● **WORK TO BE COMPLETED**:
Collect every line in the records below that contains the word "absolute".

● **DATA IN THIS EXERCISE**:
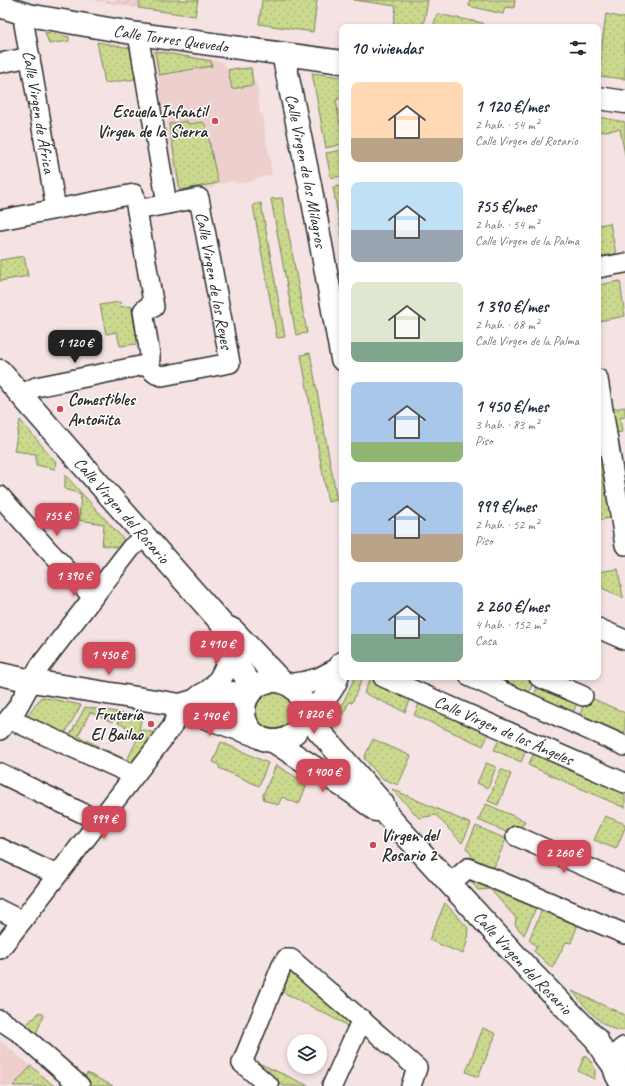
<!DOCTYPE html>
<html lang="es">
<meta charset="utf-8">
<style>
body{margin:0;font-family:Caveat,sans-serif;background:#f6f6f7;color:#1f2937;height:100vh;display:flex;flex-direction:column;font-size:15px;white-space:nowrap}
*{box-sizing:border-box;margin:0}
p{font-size:13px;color:#747a83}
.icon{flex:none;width:22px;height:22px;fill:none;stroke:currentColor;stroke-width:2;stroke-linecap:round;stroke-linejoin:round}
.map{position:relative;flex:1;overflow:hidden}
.drawer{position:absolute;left:339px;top:24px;width:262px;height:656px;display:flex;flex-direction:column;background:#fff;border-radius:8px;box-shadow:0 2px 6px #0003}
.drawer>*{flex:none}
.fabs{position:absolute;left:287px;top:1034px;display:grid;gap:8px}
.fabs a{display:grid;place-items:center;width:40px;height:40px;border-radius:50%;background:#fff;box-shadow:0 2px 6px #0003;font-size:20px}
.price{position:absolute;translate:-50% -34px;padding:0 9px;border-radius:8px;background:#d1495b;color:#fff;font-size:13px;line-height:26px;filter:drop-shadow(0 1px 2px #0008)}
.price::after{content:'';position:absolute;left:50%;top:24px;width:12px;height:9px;margin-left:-6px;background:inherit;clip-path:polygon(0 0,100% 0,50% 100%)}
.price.selected{background:#222;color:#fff}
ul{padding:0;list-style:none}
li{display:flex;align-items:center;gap:12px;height:100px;padding:0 12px}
li span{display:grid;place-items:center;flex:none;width:112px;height:80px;border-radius:8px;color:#555}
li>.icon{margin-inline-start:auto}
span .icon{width:48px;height:48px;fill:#fffc;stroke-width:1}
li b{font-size:17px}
h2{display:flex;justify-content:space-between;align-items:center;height:48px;padding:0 12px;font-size:17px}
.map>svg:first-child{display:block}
.built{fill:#edd0ce}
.industrial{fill:url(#industrial-furrows)}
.green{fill:url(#green-dots);stroke:#7a825c}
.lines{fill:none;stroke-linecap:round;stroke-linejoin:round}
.street-casing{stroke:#2b2b2b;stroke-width:22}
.secondary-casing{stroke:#2b2b2b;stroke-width:25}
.street{stroke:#fff;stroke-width:19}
.secondary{stroke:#fff;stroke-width:22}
.poi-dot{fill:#d1495b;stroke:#fff;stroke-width:1.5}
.labels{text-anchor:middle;stroke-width:3;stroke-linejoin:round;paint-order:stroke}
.street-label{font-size:17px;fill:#2b2b2b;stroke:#fff}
.poi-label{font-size:17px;font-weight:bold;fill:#2b2b2b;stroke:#fff;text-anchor:end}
</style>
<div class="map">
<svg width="625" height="1086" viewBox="0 0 625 1086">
<defs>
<pattern id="industrial-furrows" width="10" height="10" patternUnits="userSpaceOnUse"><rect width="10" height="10" fill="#edd0ce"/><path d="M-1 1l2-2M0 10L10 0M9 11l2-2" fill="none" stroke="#cbb3b1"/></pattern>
<pattern id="green-dots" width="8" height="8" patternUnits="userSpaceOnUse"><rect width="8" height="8" fill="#cad98d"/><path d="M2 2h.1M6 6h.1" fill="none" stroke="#aeba7a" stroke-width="1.8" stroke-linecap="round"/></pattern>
</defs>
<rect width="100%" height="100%" fill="#f4e3e2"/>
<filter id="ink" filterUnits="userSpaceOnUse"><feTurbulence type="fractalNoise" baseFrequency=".025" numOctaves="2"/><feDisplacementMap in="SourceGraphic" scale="8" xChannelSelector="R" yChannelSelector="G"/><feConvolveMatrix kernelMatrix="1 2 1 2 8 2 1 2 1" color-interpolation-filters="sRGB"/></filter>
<g filter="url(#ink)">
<path class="built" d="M 153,50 L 224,62 L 224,65 L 226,66 L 227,69 L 238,67 L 239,69 L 252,67 L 254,82 L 256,82 L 259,97 L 258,98 L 260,114 L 262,114 L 267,146 L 268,146 L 272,175 L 254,179 L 254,181 L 236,184 L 235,181 L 214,185 L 214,188 L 198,190 L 197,188 L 179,192 L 176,176 L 174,176 L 172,162 L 174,162 L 170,143 L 168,143 L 166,128 L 168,128 L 164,107 L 162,107 L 158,87 L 160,87 Z
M 0,1041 L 7,1046 L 54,1086 L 0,1086 Z"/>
<path class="industrial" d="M 91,0 L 141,0 L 138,8 Z"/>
<path class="green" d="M 141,0 L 198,0 L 195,16 L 138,8 Z
M 262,0 L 317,0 L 313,32 L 259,24 Z
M 354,0 L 428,0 L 423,27 L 393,27 L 396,6 Z
M 470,0 L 515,0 L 514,8 L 505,7 L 503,14 L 469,6 Z
M 437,14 L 483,23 L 482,27 L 433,27 Z
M 606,14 L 625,18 L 625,79 L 598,76 Z
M 45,32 L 69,37 L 69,41 L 49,44 Z
M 97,42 L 130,48 L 136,79 L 105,83 Z
M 155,51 L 211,61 L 212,66 L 159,75 Z
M 238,68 L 238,69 L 251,68 L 253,85 L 232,89 L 228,70 Z
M 312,73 L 342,77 L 342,98 L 336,100 L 342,136 L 342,144 L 326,148 Z
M 598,117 L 625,122 L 625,155 L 620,129 L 598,132 Z
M 187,121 L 188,124 L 203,122 L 206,126 L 218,183 L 180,190 L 169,124 Z
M 342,150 L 342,176 L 331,178 L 326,153 Z
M 342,186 L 342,237 L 333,187 Z
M 282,198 L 307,333 L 296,335 L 271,199 Z
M 261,203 L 285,337 L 277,338 L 253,205 Z
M 610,223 L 616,254 L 598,257 L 598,225 Z
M 24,256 L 28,276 L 0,281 L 0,260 Z
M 620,281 L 625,316 L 599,321 L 598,285 Z
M 120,302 L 121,307 L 131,306 L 138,344 L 120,346 L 117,332 L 106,334 L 100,305 Z
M 310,353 L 337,500 L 328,502 L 301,355 Z
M 625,407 L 625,417 L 620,418 L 622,432 L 615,433 L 612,409 Z
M 20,420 L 56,462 L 55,469 L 36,465 L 36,454 L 14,451 Z
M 598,452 L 600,452 L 611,518 L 598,520 Z
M 65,475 L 127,543 L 122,548 L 102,545 L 104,524 L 79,520 L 81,494 L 65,489 Z
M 618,569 L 623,597 L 623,598 L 598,586 L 598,572 Z
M 355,677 L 363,677 L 352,703 L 349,702 L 343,715 L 341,707 Z
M 371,677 L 412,696 L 405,712 L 364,693 Z
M 495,677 L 531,677 L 535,679 L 529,692 Z
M 540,681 L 579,699 L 573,712 L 534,695 Z
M253 710a21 21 0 1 1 42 0a21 21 0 1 1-42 0Z
M 587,696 L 625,713 L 625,734 L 580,714 Z
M 41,697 L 81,705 L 63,737 L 25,720 Z
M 421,700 L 490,731 L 483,746 L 414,715 Z
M 85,707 L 117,712 L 112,722 L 90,712 L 78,736 L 98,746 L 96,752 L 68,739 Z
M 122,713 L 142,717 L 139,729 L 159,734 L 134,769 L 103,756 L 106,750 L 127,760 L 140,734 L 118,723 Z
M 500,738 L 526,750 L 521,762 L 494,750 Z
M 373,739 L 411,756 L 398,785 L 381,778 L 364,758 Z
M 221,742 L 268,763 L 259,786 L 219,768 L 219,765 L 213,762 Z
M 534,753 L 625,792 L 625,808 L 528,765 Z
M 486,763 L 496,767 L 488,788 L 477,783 Z
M 276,765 L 307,784 L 299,804 L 282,797 L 278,805 L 264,800 L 263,795 Z
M 501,769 L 511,774 L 498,805 L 488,801 Z
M 392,789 L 471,824 L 462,843 L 436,815 L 419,818 Z
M 486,804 L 525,821 L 520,829 L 515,826 L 511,834 L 478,820 Z
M 605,816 L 625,824 L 625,828 L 616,849 L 594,840 Z
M 476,826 L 506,839 L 491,874 L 471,865 C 473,857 472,854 466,848 Z
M 467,877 L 538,903 L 524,935 L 515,925 L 516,918 L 490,889 L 478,890 Z
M 445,903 L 468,928 L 467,942 L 463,954 L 429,940 Z
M 544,905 L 579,921 L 571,943 L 566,942 L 552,968 L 534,951 L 537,947 L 529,940 Z
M 287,968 L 355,1024 L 351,1030 L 343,1023 L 279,990 Z
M 572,991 L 625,1015 L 625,1030 C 605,1034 584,1004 572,991 Z
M 39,1012 L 44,1015 L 34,1038 L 23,1028 L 33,1018 L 34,1019 Z
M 483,1028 L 496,1034 L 478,1077 L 466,1072 Z
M 585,1055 C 591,1062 598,1069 594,1079 L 578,1071 Z
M 254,1061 L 309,1086 L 283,1086 Z
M 31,1066 L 54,1086 L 13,1086 Z
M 87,1073 L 113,1086 L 89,1086 L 84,1081 Z"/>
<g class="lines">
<defs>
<g id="street">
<path id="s1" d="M 28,15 L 24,24 L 56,209"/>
<path d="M 138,34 L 167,204"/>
<path d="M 0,63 L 30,57"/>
<path id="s2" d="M 137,210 L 199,198 L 230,363 L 162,376 L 156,374 L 145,365"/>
<path d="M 0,220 L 134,194 L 154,307 L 146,308 L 143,311 L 150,355 L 150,360 L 145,365"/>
<path d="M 598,268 L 625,263"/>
<path d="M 598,379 L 625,545"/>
<path d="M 22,396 L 28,391 L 36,387 L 145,365"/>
<path d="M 0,496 L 48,550 L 93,597"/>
<path d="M 598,628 L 625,640"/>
<path id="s3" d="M 383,677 L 625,783"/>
<path d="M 470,677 L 625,746"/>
<path d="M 539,677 L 583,696"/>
<path d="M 9,719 L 134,775"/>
<path d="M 0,730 L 17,708 L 40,666 L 131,548 L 145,536"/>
<path d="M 0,773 L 99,821"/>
<path d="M 516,836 L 625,884"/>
<path d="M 0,848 L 57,875"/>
<path d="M 451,883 L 468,868 L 625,934"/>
<path d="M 0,910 L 22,921 L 172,727 L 180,705"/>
<path d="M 0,949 L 22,921"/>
<path d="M 0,1020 L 20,1033 L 80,1086"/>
<path d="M 269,1086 L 242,1063 L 282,965 L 286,959 L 291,959 L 417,1068 L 411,1086"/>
<path d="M 332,1086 L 362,1019"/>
</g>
<g id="secondary">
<path id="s4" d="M 0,6 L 28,15 L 138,34 L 342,62"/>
<path id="s5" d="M 283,54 L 310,185 L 342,359"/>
<path d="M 598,98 L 625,102"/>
<path id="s6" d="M 0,371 L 223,625 L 233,630 L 282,682"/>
<path d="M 223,625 L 224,637 L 229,653 L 254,689"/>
<path d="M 0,674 L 32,681 L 180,705 L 199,715 L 256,735"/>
<circle cx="274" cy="711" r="30"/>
<path d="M 290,685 C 300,684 310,682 319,679 C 326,676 331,672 338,670"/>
<path d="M 197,699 C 201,695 203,694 208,692 C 220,683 228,667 229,653"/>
<path d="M 180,705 L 204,698 L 232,693 L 248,695"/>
<path d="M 304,711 C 320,705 329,696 336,681 C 339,674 337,670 342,663"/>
<path id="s7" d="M 304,714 L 383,804 L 388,816 L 529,970 L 597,1040 C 600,1051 610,1058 615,1069"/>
<path d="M 273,741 L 352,792 L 376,810"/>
<path d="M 625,1048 C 611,1057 612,1076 625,1085"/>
</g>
</defs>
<use href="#street" class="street-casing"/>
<use href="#secondary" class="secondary-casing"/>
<use href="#street" class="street"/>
<use href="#secondary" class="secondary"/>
</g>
</g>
<g class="poi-dot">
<circle cx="215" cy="121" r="4"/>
<circle cx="60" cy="409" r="4"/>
<circle cx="151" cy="724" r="4"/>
<circle cx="373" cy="845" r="4"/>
</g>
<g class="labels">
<g class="street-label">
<text dy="6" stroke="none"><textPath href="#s4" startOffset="174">Calle Torres Quevedo</textPath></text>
<text dy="6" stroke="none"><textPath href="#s1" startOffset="99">Calle Virgen de África</textPath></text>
<text dy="6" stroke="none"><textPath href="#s5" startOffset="119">Calle Virgen de los Milagros</textPath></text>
<text dy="6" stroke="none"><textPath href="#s2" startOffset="147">Calle Virgen de los Reyes</textPath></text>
<text dy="6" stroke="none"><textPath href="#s6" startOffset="185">Calle Virgen del Rosario</textPath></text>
<text dy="6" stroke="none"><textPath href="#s3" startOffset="132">Calle Virgen de los Ángeles</textPath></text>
<text dy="6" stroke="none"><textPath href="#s7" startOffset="332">Calle Virgen del Rosario</textPath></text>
</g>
<g class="poi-label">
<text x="207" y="117">Escuela Infantil<tspan x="207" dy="20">Virgen de la Sierra</tspan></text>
<text x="68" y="405" text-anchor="start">Comestibles<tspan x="68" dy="20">Antoñita</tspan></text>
<text x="143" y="720">Frutería<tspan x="143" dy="20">El Bailao</tspan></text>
<text x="381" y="841" text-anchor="start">Virgen del<tspan x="381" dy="20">Rosario 2</tspan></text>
</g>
</g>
</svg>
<div class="fabs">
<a><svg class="icon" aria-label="layers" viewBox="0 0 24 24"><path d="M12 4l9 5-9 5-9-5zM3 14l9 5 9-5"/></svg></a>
</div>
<b class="price selected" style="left:75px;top:364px">1 120 €</b>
<b class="price" style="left:57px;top:537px">755 €</b>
<b class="price" style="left:74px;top:597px">1 390 €</b>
<b class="price" style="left:217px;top:665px">2 410 €</b>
<b class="price" style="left:109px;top:676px">1 450 €</b>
<b class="price" style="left:314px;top:735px">1 820 €</b>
<b class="price" style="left:210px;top:737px">2 140 €</b>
<b class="price" style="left:323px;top:793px">1 400 €</b>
<b class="price" style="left:104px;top:840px">999 €</b>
<b class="price" style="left:564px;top:874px">2 260 €</b>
<section class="drawer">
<h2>10 viviendas<svg class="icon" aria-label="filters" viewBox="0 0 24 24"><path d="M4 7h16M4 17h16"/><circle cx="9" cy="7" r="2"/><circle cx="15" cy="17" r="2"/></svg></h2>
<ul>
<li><span style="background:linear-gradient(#ffd9b3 70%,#b9a48a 0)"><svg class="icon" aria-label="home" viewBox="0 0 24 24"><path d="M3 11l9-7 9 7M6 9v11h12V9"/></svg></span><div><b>1 120 €/mes</b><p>2 hab. · 54 m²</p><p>Calle Virgen del Rosario</p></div></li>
<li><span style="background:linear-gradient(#bfe0f5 60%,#9aa5b1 0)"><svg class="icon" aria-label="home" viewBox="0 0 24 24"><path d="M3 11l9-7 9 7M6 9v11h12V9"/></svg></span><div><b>755 €/mes</b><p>2 hab. · 54 m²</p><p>Calle Virgen de la Palma</p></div></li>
<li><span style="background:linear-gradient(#dfe7d0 75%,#7fa58c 0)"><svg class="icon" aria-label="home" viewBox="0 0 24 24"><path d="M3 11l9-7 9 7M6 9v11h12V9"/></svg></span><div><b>1 390 €/mes</b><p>2 hab. · 68 m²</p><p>Calle Virgen de la Palma</p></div></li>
<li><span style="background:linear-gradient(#a9c7e8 75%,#8fb573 0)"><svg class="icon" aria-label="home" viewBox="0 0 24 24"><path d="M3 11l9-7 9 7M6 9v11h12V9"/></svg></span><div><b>1 450 €/mes</b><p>3 hab. · 83 m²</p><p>Piso</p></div></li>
<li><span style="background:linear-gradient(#a9c7e8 65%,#b9a48a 0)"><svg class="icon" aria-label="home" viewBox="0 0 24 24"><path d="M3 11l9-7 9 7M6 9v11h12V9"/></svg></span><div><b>999 €/mes</b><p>2 hab. · 52 m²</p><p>Piso</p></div></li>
<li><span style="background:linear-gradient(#a9c7e8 65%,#7fa58c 0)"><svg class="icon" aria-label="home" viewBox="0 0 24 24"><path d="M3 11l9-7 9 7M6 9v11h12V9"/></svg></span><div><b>2 260 €/mes</b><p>4 hab. · 152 m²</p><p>Casa</p></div></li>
</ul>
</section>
</div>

● **ANSWER TO THE PROBLEM**:
.drawer{position:absolute;left:339px;top:24px;width:262px;height:656px;display:flex;flex-direction:column;background:#fff;border-radius:8px;box-shadow:0 2px 6px #0003}
.fabs{position:absolute;left:287px;top:1034px;display:grid;gap:8px}
.price{position:absolute;translate:-50% -34px;padding:0 9px;border-radius:8px;background:#d1495b;color:#fff;font-size:13px;line-height:26px;filter:drop-shadow(0 1px 2px #0008)}
.price::after{content:'';position:absolute;left:50%;top:24px;width:12px;height:9px;margin-left:-6px;background:inherit;clip-path:polygon(0 0,100% 0,50% 100%)}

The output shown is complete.